START Supplied records

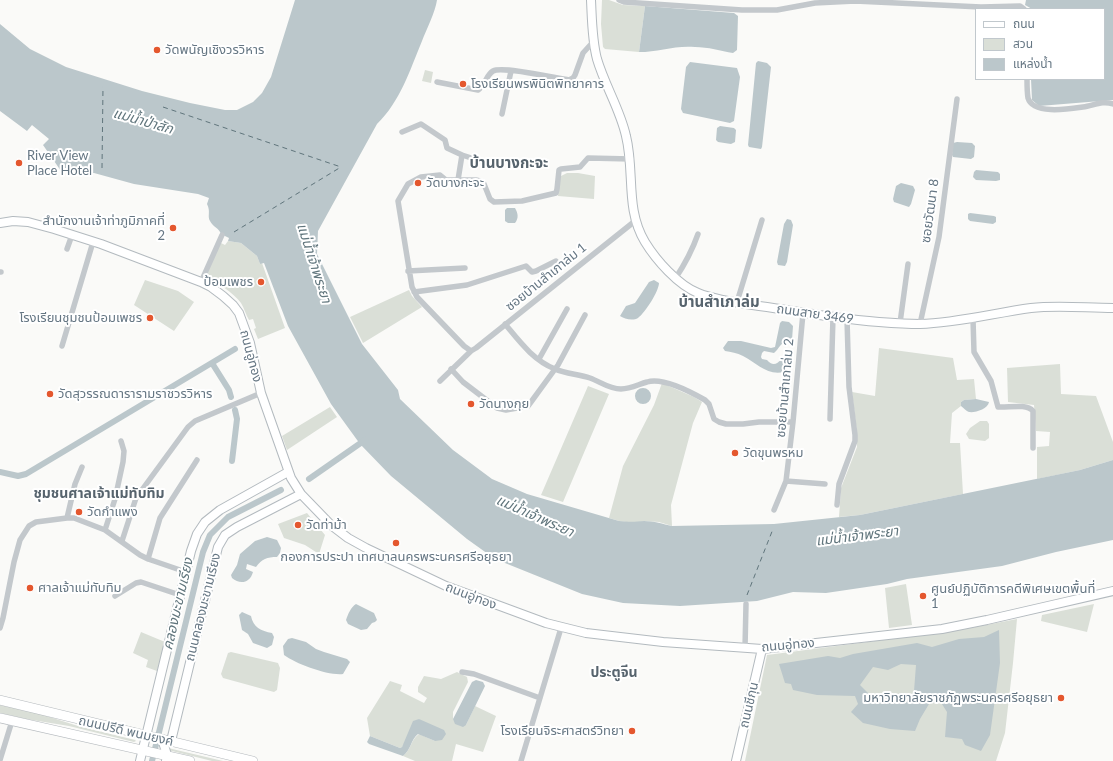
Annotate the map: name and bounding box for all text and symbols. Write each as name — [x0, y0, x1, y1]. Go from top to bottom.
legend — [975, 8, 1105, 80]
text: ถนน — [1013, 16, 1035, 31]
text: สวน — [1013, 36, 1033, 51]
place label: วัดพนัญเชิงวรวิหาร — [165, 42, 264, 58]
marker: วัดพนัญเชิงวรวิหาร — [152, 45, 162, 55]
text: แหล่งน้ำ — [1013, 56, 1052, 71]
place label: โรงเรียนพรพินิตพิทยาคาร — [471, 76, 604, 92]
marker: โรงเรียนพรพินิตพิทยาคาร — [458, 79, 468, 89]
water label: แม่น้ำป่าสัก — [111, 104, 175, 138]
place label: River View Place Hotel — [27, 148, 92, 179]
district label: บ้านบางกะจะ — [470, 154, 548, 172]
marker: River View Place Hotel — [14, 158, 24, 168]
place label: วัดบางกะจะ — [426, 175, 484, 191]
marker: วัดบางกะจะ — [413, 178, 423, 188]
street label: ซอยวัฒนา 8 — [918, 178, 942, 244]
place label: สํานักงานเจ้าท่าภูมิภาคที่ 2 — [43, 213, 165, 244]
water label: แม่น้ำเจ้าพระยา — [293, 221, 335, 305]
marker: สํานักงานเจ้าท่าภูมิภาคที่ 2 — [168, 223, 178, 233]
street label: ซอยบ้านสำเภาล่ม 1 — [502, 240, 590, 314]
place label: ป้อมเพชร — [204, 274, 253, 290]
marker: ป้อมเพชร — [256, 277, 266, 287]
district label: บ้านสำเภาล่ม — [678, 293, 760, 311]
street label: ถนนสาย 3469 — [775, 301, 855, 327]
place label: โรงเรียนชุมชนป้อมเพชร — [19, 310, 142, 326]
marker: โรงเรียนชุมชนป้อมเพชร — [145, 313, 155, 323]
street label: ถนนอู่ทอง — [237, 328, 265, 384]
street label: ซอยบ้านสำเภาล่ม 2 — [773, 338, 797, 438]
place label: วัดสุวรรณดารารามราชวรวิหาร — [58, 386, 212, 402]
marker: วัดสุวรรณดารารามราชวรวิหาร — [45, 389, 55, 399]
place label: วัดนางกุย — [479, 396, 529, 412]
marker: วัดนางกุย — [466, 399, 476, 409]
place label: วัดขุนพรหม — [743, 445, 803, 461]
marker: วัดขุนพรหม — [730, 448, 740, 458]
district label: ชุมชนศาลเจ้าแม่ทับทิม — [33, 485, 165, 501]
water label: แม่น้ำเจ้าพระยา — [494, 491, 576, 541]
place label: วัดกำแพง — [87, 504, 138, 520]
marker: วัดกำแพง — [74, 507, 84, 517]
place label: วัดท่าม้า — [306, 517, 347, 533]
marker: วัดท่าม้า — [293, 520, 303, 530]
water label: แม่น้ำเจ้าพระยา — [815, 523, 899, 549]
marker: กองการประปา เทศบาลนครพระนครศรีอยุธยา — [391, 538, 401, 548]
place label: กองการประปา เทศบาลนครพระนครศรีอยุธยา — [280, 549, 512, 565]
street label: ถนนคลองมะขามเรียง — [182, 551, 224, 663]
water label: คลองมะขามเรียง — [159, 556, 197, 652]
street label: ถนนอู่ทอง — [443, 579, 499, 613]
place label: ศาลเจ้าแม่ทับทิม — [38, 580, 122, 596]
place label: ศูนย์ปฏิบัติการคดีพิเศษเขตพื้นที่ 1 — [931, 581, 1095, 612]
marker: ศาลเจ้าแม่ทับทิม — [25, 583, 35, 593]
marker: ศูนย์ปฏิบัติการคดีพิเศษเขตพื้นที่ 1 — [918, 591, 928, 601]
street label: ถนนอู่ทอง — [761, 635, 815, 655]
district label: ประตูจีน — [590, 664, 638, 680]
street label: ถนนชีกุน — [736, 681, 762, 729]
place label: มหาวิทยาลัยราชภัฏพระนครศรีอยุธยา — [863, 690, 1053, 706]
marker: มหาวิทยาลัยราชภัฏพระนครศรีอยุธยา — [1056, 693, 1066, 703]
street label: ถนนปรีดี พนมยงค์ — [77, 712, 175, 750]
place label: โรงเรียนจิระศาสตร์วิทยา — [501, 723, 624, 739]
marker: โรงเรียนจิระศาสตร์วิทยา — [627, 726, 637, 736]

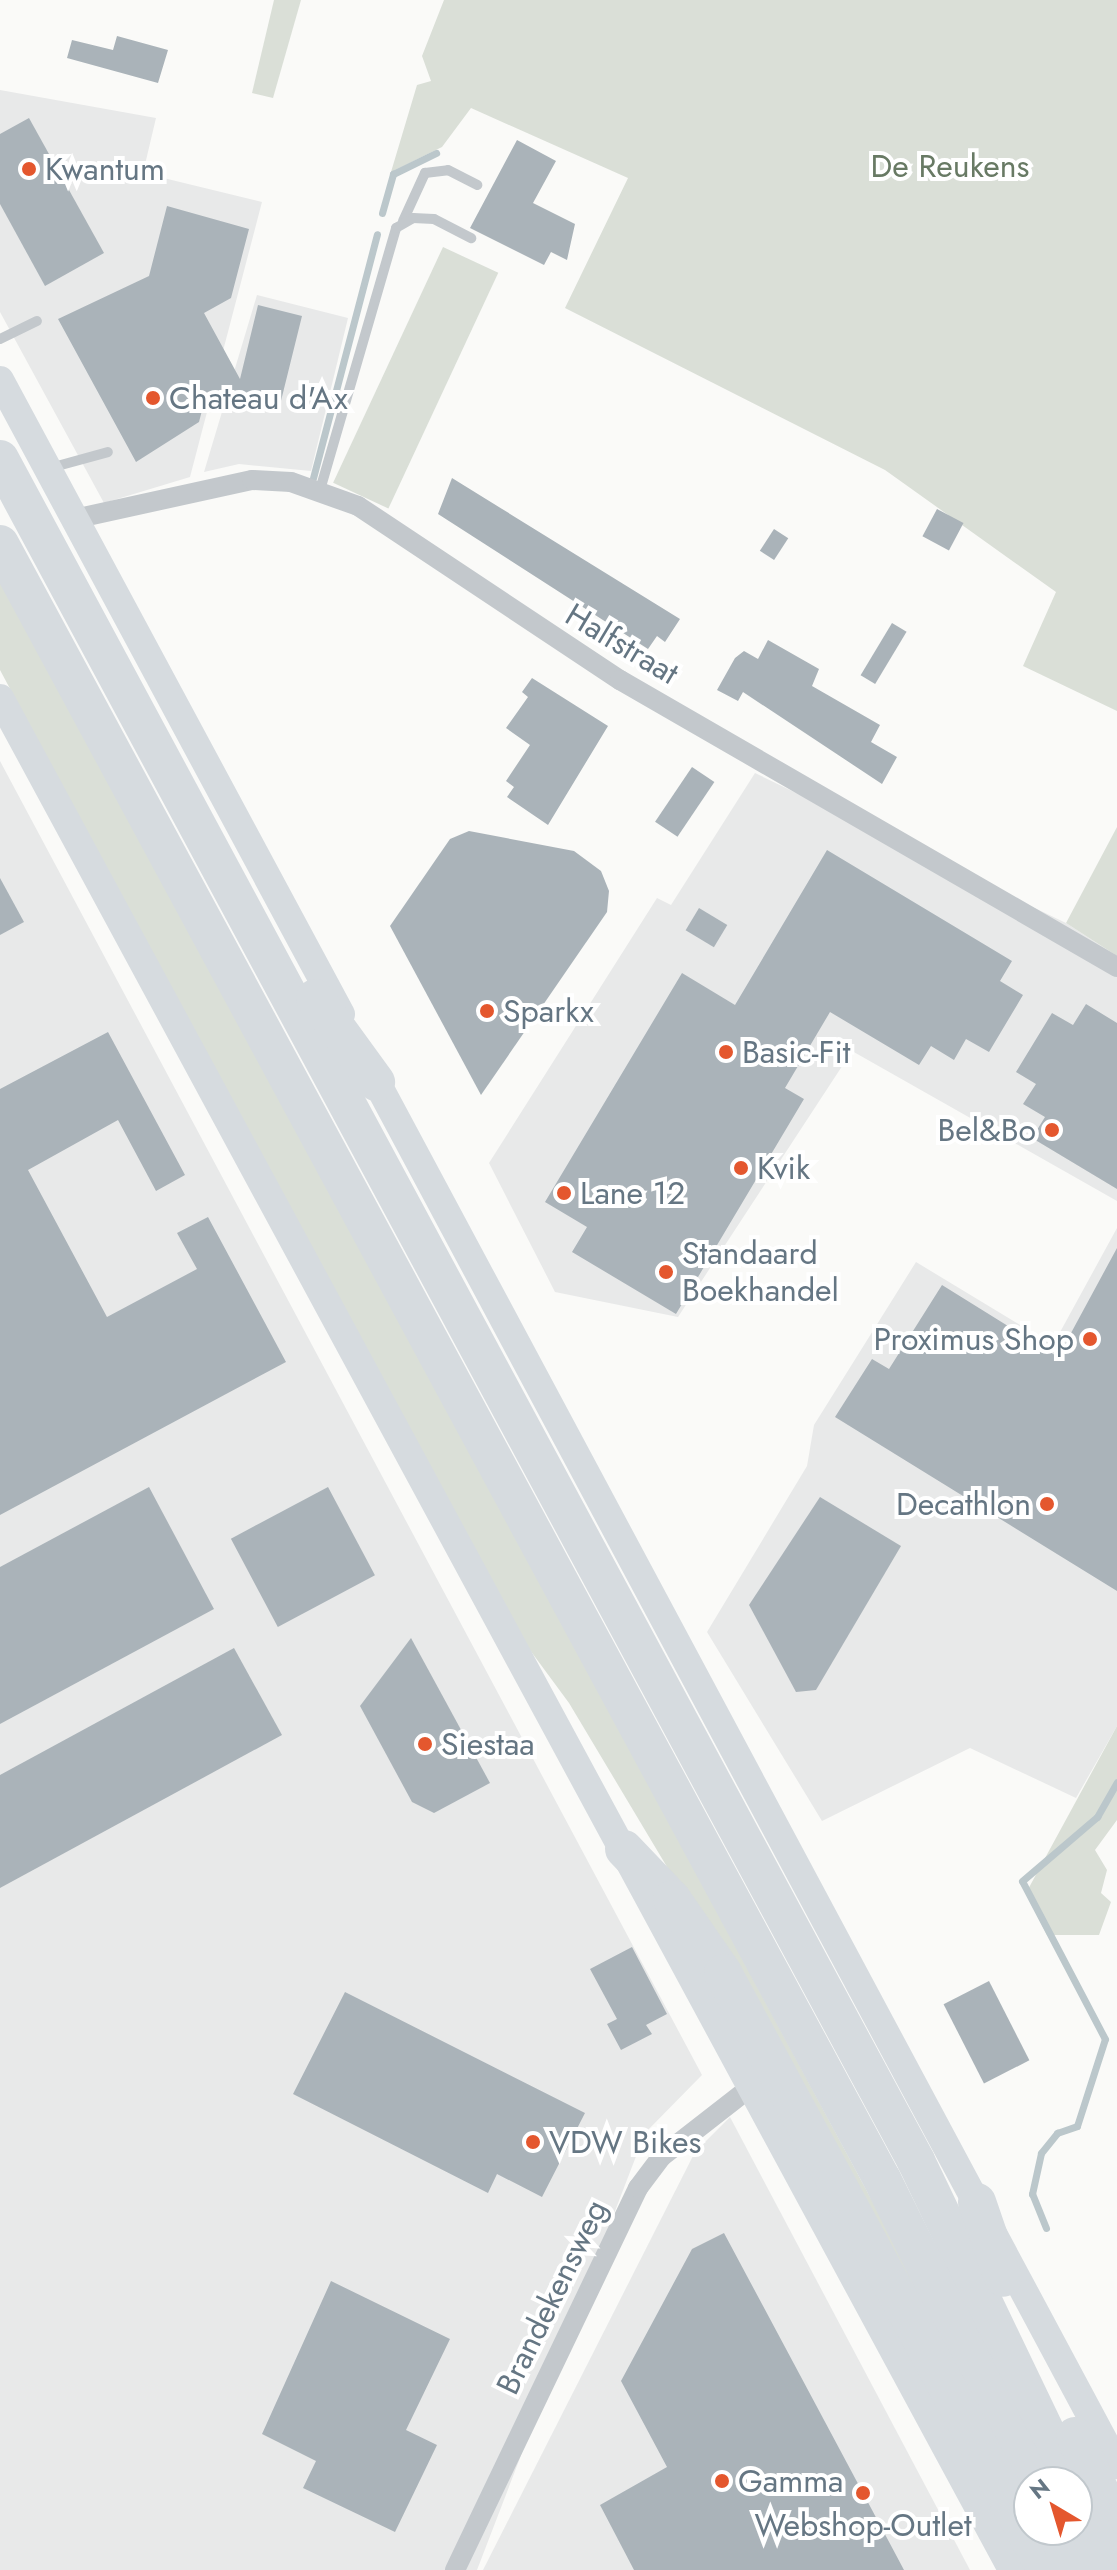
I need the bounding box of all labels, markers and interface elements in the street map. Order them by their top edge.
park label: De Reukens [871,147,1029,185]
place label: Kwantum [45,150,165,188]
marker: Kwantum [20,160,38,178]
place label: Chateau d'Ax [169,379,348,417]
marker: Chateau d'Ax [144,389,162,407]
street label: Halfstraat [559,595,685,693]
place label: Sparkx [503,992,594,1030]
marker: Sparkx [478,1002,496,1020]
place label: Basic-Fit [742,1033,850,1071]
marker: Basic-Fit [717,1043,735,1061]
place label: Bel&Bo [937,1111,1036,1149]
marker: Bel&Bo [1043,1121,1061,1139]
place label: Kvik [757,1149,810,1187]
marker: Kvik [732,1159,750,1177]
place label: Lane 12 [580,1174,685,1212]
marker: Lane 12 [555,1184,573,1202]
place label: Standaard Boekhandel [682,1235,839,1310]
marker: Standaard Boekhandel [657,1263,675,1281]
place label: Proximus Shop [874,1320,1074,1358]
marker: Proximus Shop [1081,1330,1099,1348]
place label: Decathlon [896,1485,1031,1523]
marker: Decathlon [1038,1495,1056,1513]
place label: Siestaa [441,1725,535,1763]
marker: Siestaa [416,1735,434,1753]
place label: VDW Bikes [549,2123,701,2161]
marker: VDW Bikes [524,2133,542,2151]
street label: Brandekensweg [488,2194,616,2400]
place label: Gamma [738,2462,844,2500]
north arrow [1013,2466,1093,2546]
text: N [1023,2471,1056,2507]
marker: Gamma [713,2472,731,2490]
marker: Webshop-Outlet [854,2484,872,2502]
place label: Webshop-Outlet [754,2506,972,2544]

END Supplied records

Prompt:
Return all the material exactly, skipping pictures.

Written answer:
Annotate the map: name and bounding box for all text and symbols. Write each as name — [x0, y0, x1, y1]. Go from top to bottom.
legend — [975, 8, 1105, 80]
text: ถนน — [1013, 16, 1035, 31]
text: สวน — [1013, 36, 1033, 51]
place label: วัดพนัญเชิงวรวิหาร — [165, 42, 264, 58]
marker: วัดพนัญเชิงวรวิหาร — [152, 45, 162, 55]
text: แหล่งน้ำ — [1013, 56, 1052, 71]
place label: โรงเรียนพรพินิตพิทยาคาร — [471, 76, 604, 92]
marker: โรงเรียนพรพินิตพิทยาคาร — [458, 79, 468, 89]
water label: แม่น้ำป่าสัก — [111, 104, 175, 138]
place label: River View Place Hotel — [27, 148, 92, 179]
district label: บ้านบางกะจะ — [470, 154, 548, 172]
marker: River View Place Hotel — [14, 158, 24, 168]
place label: วัดบางกะจะ — [426, 175, 484, 191]
marker: วัดบางกะจะ — [413, 178, 423, 188]
street label: ซอยวัฒนา 8 — [918, 178, 942, 244]
place label: สํานักงานเจ้าท่าภูมิภาคที่ 2 — [43, 213, 165, 244]
water label: แม่น้ำเจ้าพระยา — [293, 221, 335, 305]
marker: สํานักงานเจ้าท่าภูมิภาคที่ 2 — [168, 223, 178, 233]
street label: ซอยบ้านสำเภาล่ม 1 — [502, 240, 590, 314]
place label: ป้อมเพชร — [204, 274, 253, 290]
marker: ป้อมเพชร — [256, 277, 266, 287]
district label: บ้านสำเภาล่ม — [678, 293, 760, 311]
street label: ถนนสาย 3469 — [775, 301, 855, 327]
place label: โรงเรียนชุมชนป้อมเพชร — [19, 310, 142, 326]
marker: โรงเรียนชุมชนป้อมเพชร — [145, 313, 155, 323]
street label: ถนนอู่ทอง — [237, 328, 265, 384]
street label: ซอยบ้านสำเภาล่ม 2 — [773, 338, 797, 438]
place label: วัดสุวรรณดารารามราชวรวิหาร — [58, 386, 212, 402]
marker: วัดสุวรรณดารารามราชวรวิหาร — [45, 389, 55, 399]
place label: วัดนางกุย — [479, 396, 529, 412]
marker: วัดนางกุย — [466, 399, 476, 409]
place label: วัดขุนพรหม — [743, 445, 803, 461]
marker: วัดขุนพรหม — [730, 448, 740, 458]
district label: ชุมชนศาลเจ้าแม่ทับทิม — [33, 485, 165, 501]
water label: แม่น้ำเจ้าพระยา — [494, 491, 576, 541]
place label: วัดกำแพง — [87, 504, 138, 520]
marker: วัดกำแพง — [74, 507, 84, 517]
place label: วัดท่าม้า — [306, 517, 347, 533]
marker: วัดท่าม้า — [293, 520, 303, 530]
water label: แม่น้ำเจ้าพระยา — [815, 523, 899, 549]
marker: กองการประปา เทศบาลนครพระนครศรีอยุธยา — [391, 538, 401, 548]
place label: กองการประปา เทศบาลนครพระนครศรีอยุธยา — [280, 549, 512, 565]
street label: ถนนคลองมะขามเรียง — [182, 551, 224, 663]
water label: คลองมะขามเรียง — [159, 556, 197, 652]
street label: ถนนอู่ทอง — [443, 579, 499, 613]
place label: ศาลเจ้าแม่ทับทิม — [38, 580, 122, 596]
place label: ศูนย์ปฏิบัติการคดีพิเศษเขตพื้นที่ 1 — [931, 581, 1095, 612]
marker: ศาลเจ้าแม่ทับทิม — [25, 583, 35, 593]
marker: ศูนย์ปฏิบัติการคดีพิเศษเขตพื้นที่ 1 — [918, 591, 928, 601]
street label: ถนนอู่ทอง — [761, 635, 815, 655]
district label: ประตูจีน — [590, 664, 638, 680]
street label: ถนนชีกุน — [736, 681, 762, 729]
place label: มหาวิทยาลัยราชภัฏพระนครศรีอยุธยา — [863, 690, 1053, 706]
marker: มหาวิทยาลัยราชภัฏพระนครศรีอยุธยา — [1056, 693, 1066, 703]
street label: ถนนปรีดี พนมยงค์ — [77, 712, 175, 750]
place label: โรงเรียนจิระศาสตร์วิทยา — [501, 723, 624, 739]
marker: โรงเรียนจิระศาสตร์วิทยา — [627, 726, 637, 736]

I need the bounding box of all labels, markers and interface elements in the street map. Order them by their top edge.
park label: De Reukens [871,147,1029,185]
place label: Kwantum [45,150,165,188]
marker: Kwantum [20,160,38,178]
place label: Chateau d'Ax [169,379,348,417]
marker: Chateau d'Ax [144,389,162,407]
street label: Halfstraat [559,595,685,693]
place label: Sparkx [503,992,594,1030]
marker: Sparkx [478,1002,496,1020]
place label: Basic-Fit [742,1033,850,1071]
marker: Basic-Fit [717,1043,735,1061]
place label: Bel&Bo [937,1111,1036,1149]
marker: Bel&Bo [1043,1121,1061,1139]
place label: Kvik [757,1149,810,1187]
marker: Kvik [732,1159,750,1177]
place label: Lane 12 [580,1174,685,1212]
marker: Lane 12 [555,1184,573,1202]
place label: Standaard Boekhandel [682,1235,839,1310]
marker: Standaard Boekhandel [657,1263,675,1281]
place label: Proximus Shop [874,1320,1074,1358]
marker: Proximus Shop [1081,1330,1099,1348]
place label: Decathlon [896,1485,1031,1523]
marker: Decathlon [1038,1495,1056,1513]
place label: Siestaa [441,1725,535,1763]
marker: Siestaa [416,1735,434,1753]
place label: VDW Bikes [549,2123,701,2161]
marker: VDW Bikes [524,2133,542,2151]
street label: Brandekensweg [488,2194,616,2400]
place label: Gamma [738,2462,844,2500]
north arrow [1013,2466,1093,2546]
text: N [1023,2471,1056,2507]
marker: Gamma [713,2472,731,2490]
marker: Webshop-Outlet [854,2484,872,2502]
place label: Webshop-Outlet [754,2506,972,2544]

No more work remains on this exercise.